Requirement - The response must contain every line below in which "Camii" appears.

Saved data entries
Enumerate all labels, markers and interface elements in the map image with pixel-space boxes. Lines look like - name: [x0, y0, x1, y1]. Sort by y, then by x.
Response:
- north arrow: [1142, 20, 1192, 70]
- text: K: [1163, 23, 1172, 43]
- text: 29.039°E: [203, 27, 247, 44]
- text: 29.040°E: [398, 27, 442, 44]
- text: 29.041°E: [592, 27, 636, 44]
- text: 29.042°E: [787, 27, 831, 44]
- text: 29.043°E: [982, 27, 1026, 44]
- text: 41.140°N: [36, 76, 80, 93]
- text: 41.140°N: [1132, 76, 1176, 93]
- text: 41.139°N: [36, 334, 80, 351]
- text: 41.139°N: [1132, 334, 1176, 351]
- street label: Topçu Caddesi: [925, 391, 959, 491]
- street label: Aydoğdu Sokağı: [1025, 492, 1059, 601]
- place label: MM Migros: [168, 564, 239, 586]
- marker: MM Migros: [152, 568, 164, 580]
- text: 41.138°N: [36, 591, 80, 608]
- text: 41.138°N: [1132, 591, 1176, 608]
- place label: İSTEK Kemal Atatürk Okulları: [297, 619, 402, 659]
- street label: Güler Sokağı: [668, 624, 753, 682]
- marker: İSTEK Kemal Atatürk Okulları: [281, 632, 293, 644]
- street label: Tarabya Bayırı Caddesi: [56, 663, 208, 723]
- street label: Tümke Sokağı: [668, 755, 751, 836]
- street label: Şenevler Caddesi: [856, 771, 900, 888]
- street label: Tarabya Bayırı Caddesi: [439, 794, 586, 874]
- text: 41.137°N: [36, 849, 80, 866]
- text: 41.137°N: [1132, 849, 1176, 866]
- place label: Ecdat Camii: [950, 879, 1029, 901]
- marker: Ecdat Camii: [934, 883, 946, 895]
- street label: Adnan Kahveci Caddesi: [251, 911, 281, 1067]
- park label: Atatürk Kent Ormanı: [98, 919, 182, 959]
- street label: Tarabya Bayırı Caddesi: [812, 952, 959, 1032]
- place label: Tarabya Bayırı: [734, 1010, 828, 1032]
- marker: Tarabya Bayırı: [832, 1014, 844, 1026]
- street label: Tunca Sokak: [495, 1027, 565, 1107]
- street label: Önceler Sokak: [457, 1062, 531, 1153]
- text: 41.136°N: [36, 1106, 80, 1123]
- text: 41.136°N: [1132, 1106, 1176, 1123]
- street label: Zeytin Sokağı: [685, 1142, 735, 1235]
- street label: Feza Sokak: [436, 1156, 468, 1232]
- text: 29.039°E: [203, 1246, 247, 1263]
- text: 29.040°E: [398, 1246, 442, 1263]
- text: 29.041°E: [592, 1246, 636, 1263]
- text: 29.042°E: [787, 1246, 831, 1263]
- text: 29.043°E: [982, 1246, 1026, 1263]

Completed exercise -
- place label: Ecdat Camii: [950, 879, 1029, 901]
- marker: Ecdat Camii: [934, 883, 946, 895]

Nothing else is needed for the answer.